The judge passed a sentence of 40 years in prison, suspending all but 18 years and with 5 years of probation upon Alston’s release.

The judge expressed the severity of Alston’s actions during his sentencing, and said that he faced the possibility of life imprisonment.

However, given factors such as Alston’s age, the fact that he struggled mentally and academically, believed he was in danger and had no options at the time, and had expressed regret over his actions, the judge decided to abide by a 15 to 25 year cap on his sentence.

While Alston was tried as an adult, prosecutors also put forth the recommendation that he be placed in a youth offender program at the Patuxent Institution, which the judge included in his sentencing.


The case arises out of an incident that occurred on Magruder’s campus in January. Alston, who was 17 at the time, brought a self-assembled “ghost gun” into a school bathroom and shot his classmate DeAndre Thomas. The attack left Thomas with life-threatening injuries that required multiple surgeries to survive.

In a tearful statement to the judge on Thursday, the victim’s mother Karen Thomas said watching her son go through the aftermath of the shooting was “emotional torture.”

“I don’t think any parent should be put in a position to see their child fight for his life,” she said.


Thomas said it wasn’t just her son who was affected by the incident, but her entire family.

According to court documents, Alston had reportedly armed himself with the gun because he was afraid of being jumped by Thomas and his friends. Alston’s attorney David Felsen had previously argued that Alston had been the victim of bullying.

“It has infuriated me to see people try to paint a picture of my son as a big bully. I have no remorse [for Alston],” Karen Thomas said. “He should be held accountable.”


Alston did not speak directly to the court, instead having his attorney read a statement out loud on his behalf.

“I was frightened and didn’t know what to do. […] I made bad decisions, and I could have found another way to deal with my problems and fears,” Alston’s statement read.

Alston also apologized through his statement to DeAndre Thomas and his family, as well as to his own mother.


“Being locked up showed me I need to think before I do,” his statement read.

Alston’s mother also had his attorney read a statement on her behalf, which expressed love and support for her son. She also expressed sympathy for the Thomas family and stated she understood the grief and significance Alston’s actions had caused. Through her statement, she asked the court show her son remorse.

Two of Alston’s teachers at Magruder High also gave statements testifying for Alston.


One of the teachers, Stephanie Williams, described Alston as a “polite and respectful” student. She said despite his poor academic performance, he did not act out in class like many other students.

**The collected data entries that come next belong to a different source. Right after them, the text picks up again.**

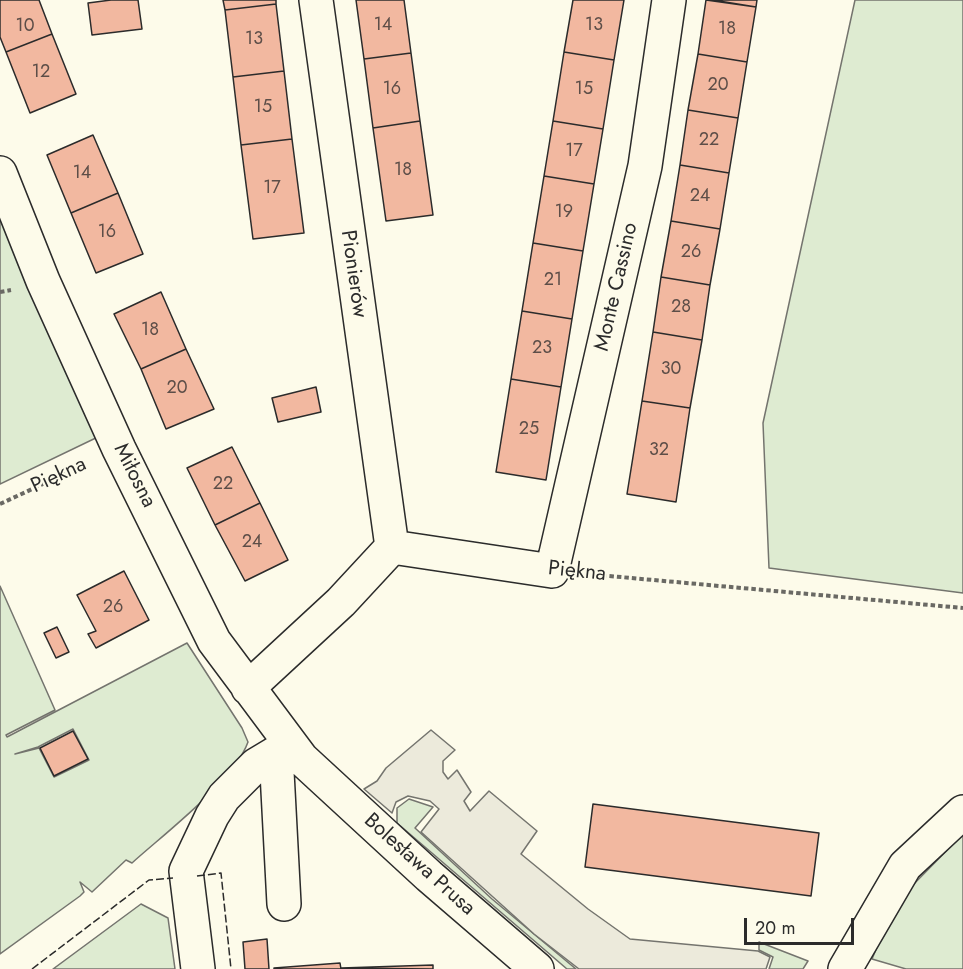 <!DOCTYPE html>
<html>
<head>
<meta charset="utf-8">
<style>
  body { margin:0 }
  #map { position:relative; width:963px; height:969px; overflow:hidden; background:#fdfbea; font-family:Jost,sans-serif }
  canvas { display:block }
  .scale { position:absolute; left:744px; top:918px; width:110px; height:27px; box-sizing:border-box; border:3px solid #2b2b2b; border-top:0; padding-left:8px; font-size:18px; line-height:21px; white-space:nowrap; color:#2b2b2b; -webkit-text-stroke:4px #fdfbea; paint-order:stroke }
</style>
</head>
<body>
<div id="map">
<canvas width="963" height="969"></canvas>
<div class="scale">20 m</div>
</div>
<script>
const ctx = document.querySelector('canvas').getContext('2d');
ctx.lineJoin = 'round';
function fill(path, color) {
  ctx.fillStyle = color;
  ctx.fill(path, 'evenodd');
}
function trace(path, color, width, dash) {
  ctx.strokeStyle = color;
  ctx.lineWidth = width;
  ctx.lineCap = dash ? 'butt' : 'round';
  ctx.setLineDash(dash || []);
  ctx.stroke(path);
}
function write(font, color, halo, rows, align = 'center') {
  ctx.font = font + ' Jost,sans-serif';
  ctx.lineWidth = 4.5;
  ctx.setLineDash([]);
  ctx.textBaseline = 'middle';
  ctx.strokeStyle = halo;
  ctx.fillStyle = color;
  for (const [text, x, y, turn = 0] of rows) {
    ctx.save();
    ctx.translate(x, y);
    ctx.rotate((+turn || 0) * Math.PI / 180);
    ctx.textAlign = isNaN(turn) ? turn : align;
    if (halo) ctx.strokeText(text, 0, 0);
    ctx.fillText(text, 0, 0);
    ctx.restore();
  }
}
const green = new Path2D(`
  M855,0h108v593l-194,-25 -6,-145z
  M0,188l102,247 -102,49z
  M0,586l55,124 -49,25 1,2 180,-94 55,85 6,14c-14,39 -84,92 -116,121l-6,-3 -34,32 -12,-10 4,10 -4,4 -80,58zM73,729l16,31 -35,17 -15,-29 -24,6 23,-7z
  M409,799l24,8 -18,21 77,71 84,70h-9l-170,-146v-15z
  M963,834v135h-57l-34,-10 12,-29 22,-38z
  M141,904l27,14 7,51h-122z
  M759,942l49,19 -5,8h-34l4,-12 -14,-7z`);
const parking = new Path2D(`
  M431,730l24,20 -12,11v11l5,7 9,-9 14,22 -7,9 6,10 19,-20 48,40 -16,23 67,55 42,30 128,12 12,6 -4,12h-187l-45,-35 -113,-102 18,-23 -9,-8 -22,-5 -12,6 -4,11 -28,-24 13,-8 9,-13z`);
const building = new Path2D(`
  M0,0h39l13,34 -46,18 -6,-15z
  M111,0h27l4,29 -50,6 -4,-32z
  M223,0h53v4l-51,6z
  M356,0h48l7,53 -47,6z
  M573,0h51l-10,60 -50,-8z
  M706,0l50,7 -9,55 -49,-8z
  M713,0h44l-1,7z
  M276,4l8,67 -51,6 -8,-67z
  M52,34l24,60 -46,19 -24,-61z
  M564,52l50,8 -11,69 -50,-8z
  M411,53l9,68 -47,7 -9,-69z
  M698,54l49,8 -9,56 -50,-8z
  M284,71l8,68 -51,6 -8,-68z
  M688,110l50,8 -9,55 -49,-8z
  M420,121l13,94 -47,6 -13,-93z
  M553,121l50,8 -9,55 -50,-8z
  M93,135l25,58 -47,20 -24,-58z
  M292,139l12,94 -51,6 -12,-94z
  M680,165l49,8 -9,56 -49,-8z
  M544,176l50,8 -11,67 -50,-8z
  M118,193l25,61 -47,19 -25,-60z
  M671,221l49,8 -10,56 -49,-8z
  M533,243l50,8 -11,68 -50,-8z
  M661,277l49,8 -8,55 -49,-8z
  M161,292l25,57 -45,20 -27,-55z
  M522,311l50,8 -11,68 -50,-8z
  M653,332l49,8 -12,68 -48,-7z
  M186,349l28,60 -48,20 -25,-60z
  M511,379l50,8 -15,93 -50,-8z
  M316,387l5,25 -43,10 -6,-24z
  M642,401l48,7 -14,94 -49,-8z
  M232,447l28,56 -45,22 -28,-57z
  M260,503l28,57 -43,21 -30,-56z
  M124,571l25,49 -53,28 -8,-14 8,-3 -19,-36z
  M57,627l12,25 -13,6 -12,-25z
  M73,731l15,28 -34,17 -14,-28z
  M593,804l226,29 -8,63 -226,-29z
  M267,939l2,30h-24l-2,-27z
  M340,963l1,6h-67v-1z
  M433,965v4l-92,-1z`);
const path = new Path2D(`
  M0,292l11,-2
  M0,504l88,-41
  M587,574l376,34`);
const minor = new Path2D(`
  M316,0l76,547
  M0,173l43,108 76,168 95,192 88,118 127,117 108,93
  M248,688l93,-86 51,-55 160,24 93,-405 24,-166
  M276,753l8,151
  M198,969l-12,-98 26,-55 12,-19 32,-32 20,-12 26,6
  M845,969l60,-103 58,-54`);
const fence = new Path2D(`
  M197,876l24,-3 10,96
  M32,969l117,-89 24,-2`);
const numberNames = [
  ["14",383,26],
  ["13",594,26],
  ["10",25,27],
  ["18",727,30],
  ["13",254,40],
  ["12",41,73],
  ["20",718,86],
  ["16",392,90],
  ["15",584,90],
  ["15",263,108],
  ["22",709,141],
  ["17",574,152],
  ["18",403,171],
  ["14",82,174],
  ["17",272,189],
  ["24",700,197],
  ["19",564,213],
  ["16",107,233],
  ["26",691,253],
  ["21",553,281],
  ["28",681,308],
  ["18",150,331],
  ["23",542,349],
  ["30",671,370],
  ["20",177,389],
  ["25",529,430],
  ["32",659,451],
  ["22",223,485],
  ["24",252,543],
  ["26",113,608]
];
const streetNames = [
  ["Pionierów",353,274,82],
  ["Monte Cassino",617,287,-77],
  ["Piękna",59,476,-25],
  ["Miłosna",134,476,63],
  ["Piękna",577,572,6],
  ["Bolesława Prusa",419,865,42]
];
fill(green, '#deebd1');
trace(green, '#74746e', 1.5);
fill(parking, '#eceadb');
trace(parking, '#74746e', 1.5);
fill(building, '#f2b8a0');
trace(building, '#2b2b2b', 1.5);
trace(minor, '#2b2b2b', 36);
trace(path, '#6a6964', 4, [4.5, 3]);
trace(minor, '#fdfbea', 33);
trace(fence, '#2b2b2b', 1.5, [8, 3]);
write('18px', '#5d4e48', null, numberNames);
write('21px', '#2b2b2b', '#fdfbea', streetNames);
</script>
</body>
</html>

“I still believe there is good in him,” she said, adding that she believed he felt terrorized the day of the shooting and thought he was in danger.

Christopher Gamble, another Magruder teacher, said he knew Alston as a student who attended classes regularly. He called Alston a quiet student, not known to engage in conflict.


“Steven’s actions that day did not correlate with the image I had of him. […] I believe the decision was based on a manifestation of fear, not because of aggressive intent,” Gamble said in his statement.

Ongoing community unrest

The shooting sent shock waves through the community. Parents and students voiced deep frustration about the way the incident was handled, particularly with respect to the school system’s emergency communication management. In the months since the attack, parent leaders have continued to call for better school security, mental health resources, staff training and information-sharing.


In late November, Montgomery County Public Schools issued an apology to the Magruder community during a meeting held at the high school, admitting that the day of the shooting involved miscommunication from MCPS and unnecessary delays to parent/student reunification.

Two weeks after Alston pleaded guilty, the Thomas family filed a civil lawsuit against Montgomery County and its Board of Education alleging negligence in the shooting.

Alexander Bush from the law firm of Rowe, Weinstein & Sohn PLLC is representing the family in the civil suit. He told Bethesda Beat he’s waiting for the defendants to file motions to dismiss the case, a standard legal procedure.


Both parties have 30 days to respond to the civil complaint Bush filed on the family’s behalf Dec. 5, and Bush said counsel for one of the parties has already requested a 40-day filing extension from the court.